Deep Compositional Phase Diffusion for Long Motion Sequence Generation (NeurIPS 2025 Oral)

🎯 Abstract

TL;DR

The proposed Compositional Phase Diffusion framework consistently generates semantically aligned multi-clip motion with smooth transitions by using latent-phase diffusion modules (SPDM and TPDM) to preserve phase continuity and enable inbetweening.

CLICK for full abstract

Recent research on motion generation has shown significant progress in generating semantically aligned motion with singular semantics. However, when employing these models to create composite sequences containing multiple semantically generated motion clips, they often struggle to preserve the continuity of motion dynamics at the transition boundaries between clips, resulting in awkward transitions and abrupt artifacts.
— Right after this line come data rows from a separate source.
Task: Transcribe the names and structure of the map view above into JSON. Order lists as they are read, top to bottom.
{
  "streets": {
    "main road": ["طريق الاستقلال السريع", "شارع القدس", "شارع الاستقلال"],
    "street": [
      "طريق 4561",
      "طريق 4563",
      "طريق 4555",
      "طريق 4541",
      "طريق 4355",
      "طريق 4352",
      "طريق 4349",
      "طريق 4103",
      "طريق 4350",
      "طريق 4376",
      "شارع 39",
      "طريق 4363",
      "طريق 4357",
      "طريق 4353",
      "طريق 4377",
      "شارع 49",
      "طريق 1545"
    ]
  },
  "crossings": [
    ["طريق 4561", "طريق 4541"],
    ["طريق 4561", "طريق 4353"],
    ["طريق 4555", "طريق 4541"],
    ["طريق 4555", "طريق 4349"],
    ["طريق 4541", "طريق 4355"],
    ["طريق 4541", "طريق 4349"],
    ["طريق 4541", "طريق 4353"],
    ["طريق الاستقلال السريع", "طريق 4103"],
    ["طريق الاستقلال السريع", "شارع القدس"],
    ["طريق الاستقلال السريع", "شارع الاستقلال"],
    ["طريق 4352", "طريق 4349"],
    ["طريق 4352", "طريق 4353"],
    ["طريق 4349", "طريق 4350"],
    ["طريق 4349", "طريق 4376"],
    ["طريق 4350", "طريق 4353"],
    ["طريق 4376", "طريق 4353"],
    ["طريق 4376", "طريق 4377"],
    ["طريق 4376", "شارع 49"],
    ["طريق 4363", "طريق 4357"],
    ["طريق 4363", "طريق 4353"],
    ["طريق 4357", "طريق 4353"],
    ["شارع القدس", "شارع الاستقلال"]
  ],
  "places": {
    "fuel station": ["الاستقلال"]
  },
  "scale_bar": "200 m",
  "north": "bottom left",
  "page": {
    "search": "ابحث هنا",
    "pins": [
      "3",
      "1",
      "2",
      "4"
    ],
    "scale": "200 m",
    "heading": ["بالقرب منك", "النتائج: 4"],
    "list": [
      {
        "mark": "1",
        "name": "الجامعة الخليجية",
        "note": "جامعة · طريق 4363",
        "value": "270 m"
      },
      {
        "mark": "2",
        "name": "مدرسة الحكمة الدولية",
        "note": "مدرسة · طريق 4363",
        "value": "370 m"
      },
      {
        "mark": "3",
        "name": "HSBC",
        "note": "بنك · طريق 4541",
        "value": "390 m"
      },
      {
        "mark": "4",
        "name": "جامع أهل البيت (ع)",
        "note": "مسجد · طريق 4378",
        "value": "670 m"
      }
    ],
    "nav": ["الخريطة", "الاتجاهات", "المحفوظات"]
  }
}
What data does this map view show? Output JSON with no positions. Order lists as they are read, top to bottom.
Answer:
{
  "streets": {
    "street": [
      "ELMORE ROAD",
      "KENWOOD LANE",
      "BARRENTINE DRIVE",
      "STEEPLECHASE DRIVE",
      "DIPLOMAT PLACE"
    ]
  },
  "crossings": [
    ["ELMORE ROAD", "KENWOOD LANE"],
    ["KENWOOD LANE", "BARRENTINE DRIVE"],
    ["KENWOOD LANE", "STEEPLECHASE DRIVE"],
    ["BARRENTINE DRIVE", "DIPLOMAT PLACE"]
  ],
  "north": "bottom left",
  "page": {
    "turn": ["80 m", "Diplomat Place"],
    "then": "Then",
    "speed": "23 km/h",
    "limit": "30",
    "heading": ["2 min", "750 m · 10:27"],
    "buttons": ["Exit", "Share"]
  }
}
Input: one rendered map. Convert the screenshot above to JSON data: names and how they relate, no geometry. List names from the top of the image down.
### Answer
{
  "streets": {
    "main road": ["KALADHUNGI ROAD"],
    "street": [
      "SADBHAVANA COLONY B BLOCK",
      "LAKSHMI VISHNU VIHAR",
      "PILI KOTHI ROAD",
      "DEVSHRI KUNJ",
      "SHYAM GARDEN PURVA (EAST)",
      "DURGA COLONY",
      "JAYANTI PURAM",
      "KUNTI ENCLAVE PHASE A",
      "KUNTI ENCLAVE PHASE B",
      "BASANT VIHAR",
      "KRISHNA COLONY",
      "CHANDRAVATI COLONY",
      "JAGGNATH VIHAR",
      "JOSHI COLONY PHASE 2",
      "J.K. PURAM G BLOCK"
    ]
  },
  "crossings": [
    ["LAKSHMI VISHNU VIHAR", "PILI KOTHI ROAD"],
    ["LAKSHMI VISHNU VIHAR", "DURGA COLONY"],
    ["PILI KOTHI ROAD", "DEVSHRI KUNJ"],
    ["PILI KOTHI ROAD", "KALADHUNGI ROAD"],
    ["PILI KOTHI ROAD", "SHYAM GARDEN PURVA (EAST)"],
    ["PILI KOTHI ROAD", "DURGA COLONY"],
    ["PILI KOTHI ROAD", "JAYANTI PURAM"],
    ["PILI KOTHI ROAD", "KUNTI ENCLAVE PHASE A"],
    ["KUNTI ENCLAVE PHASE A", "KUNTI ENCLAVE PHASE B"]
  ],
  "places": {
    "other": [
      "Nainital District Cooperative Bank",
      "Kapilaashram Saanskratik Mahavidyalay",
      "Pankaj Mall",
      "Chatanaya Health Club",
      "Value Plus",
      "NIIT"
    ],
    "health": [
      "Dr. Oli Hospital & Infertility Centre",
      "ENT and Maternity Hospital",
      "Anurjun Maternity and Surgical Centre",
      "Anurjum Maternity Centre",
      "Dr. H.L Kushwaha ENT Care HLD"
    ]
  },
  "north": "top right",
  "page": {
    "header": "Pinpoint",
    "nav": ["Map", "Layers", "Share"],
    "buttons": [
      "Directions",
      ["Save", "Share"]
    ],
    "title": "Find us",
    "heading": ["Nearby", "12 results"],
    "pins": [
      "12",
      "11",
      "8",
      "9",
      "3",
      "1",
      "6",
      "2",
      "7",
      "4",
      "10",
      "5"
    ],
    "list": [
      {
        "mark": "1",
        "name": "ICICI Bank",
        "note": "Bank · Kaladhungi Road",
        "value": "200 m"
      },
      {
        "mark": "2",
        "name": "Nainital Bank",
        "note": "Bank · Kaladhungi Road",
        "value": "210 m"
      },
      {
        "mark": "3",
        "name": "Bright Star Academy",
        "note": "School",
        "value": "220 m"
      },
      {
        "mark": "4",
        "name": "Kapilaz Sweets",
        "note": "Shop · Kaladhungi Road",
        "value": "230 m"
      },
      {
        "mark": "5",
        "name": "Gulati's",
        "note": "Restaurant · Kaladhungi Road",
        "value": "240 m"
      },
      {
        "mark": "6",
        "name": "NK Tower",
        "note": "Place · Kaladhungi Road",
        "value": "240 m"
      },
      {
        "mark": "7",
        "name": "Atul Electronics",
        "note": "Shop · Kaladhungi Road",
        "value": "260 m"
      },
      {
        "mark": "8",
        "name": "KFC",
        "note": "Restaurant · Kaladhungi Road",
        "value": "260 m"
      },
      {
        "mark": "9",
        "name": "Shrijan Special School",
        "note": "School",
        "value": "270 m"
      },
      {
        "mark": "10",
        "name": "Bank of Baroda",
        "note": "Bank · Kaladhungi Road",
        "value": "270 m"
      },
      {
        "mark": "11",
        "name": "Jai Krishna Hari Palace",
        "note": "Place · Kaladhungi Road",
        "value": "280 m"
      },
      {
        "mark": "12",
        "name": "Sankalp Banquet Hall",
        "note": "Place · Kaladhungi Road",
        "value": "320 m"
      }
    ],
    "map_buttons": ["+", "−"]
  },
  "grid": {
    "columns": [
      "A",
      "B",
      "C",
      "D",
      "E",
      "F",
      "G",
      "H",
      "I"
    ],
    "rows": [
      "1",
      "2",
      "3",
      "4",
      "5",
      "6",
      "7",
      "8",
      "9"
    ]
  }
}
To address these challenges, we present Compositional Phase Diffusion, which leverages the Semantic Phase Diffusion Module (SPDM) and Transitional Phase Diffusion Module (TPDM) to progressively incorporate semantic guidance and phase details from adjacent motion clips into the diffusion process. Specifically, SPDM and TPDM operate within the latent motion frequency domain established by the pre-trained Action-Centric Motion Phase Autoencoder (ACT-PAE). This allows them to learn semantically important and transition-aware phase information from variable-length motion clips during training. Experimental results demonstrate the competitive performance of our proposed framework in generating compositional motion sequences that align semantically with the input conditions, while preserving phase transitional continuity between preceding and succeeding motion clips. Additionally, motion inbetweening task is made possible by keeping the phase parameter of the input motion sequences fixed throughout the diffusion process, showcasing the potential for extending the proposed framework to accommodate various application scenarios.

📚 Citation

If you find this work helpful in your research, please consider leaving a star ⭐️ and citing:

@inproceedings{au2025transphase,
  title={Deep Compositional Phase Diffusion for Long Motion Sequence Generation},
  author={Au, Ho Yin and Chen, Jie and Jiang, Junkun and Xiang, Jingyu},
  year={2025},
  booktitle={The Thirty-ninth Annual Conference on Neural Information Processing Systems}
}

Please checkout our follow-up works if interested:

SOSControl - saliency-aware and precise control of body part orientation and motion timing in text-to-motion generation.

📋 TODO

✅ Released model and dataloader code
✅ Released model checkpoints and demo script
✅ Released processed data along with training and testing instructions
✅ Released code for generating evaluation motion samples
🔄 Provide detailed instructions and setup for running data processing and evaluation scripts in the external repository

🔮 Environment Setup

Environment Setup

Clone the repository

git clone https://github.com/asdryau/TransPhase.git
cd TransPhase

Create a conda environment

conda create -n transphase python=3.9.13
conda activate transphase

Install dependencies

conda install pytorch==1.13.1 torchvision==0.14.1 torchaudio==0.13.1 pytorch-cuda=11.6 -c pytorch -c nvidia
pip install -r requirements.txt

Dataset and Pretrained Model

Download
- Download model_weights.zip and processed_data.zip from HERE
Repository Setup
- Extract both ZIP files and copy the contents into the TransPhase/ directory of the current repository.

Final File Structure

TransPhase
├── data
│   ├──  label_clip_emb_BABELteach.npz
│   ├──  meta_motion_CLIP_BABELteach_rel_train.json
│   └──  motion_CLIP_BABELteach_rel_train.pkl
├── evaluation
│   ├──  evaluation_data.csv
│   └──  evaluation_data.pkl
├── model
│   ├──  PAE/lightning_logs/version_0/checkpoints/last.ckpt
│   ├──  SPDM/lightning_logs/version_0/checkpoints/last.ckpt
│   ├──  TPDM/lightning_logs/version_0/checkpoints/last.ckpt
│   ├──  inv_rand_proj_15.npy
│   └──  rand_proj_15.npy
└── utils
    └──  SMPL_FEMALE.pkl

🚀 Motion Synthesis

The input text and duration specifications can be modified directly within the demo script.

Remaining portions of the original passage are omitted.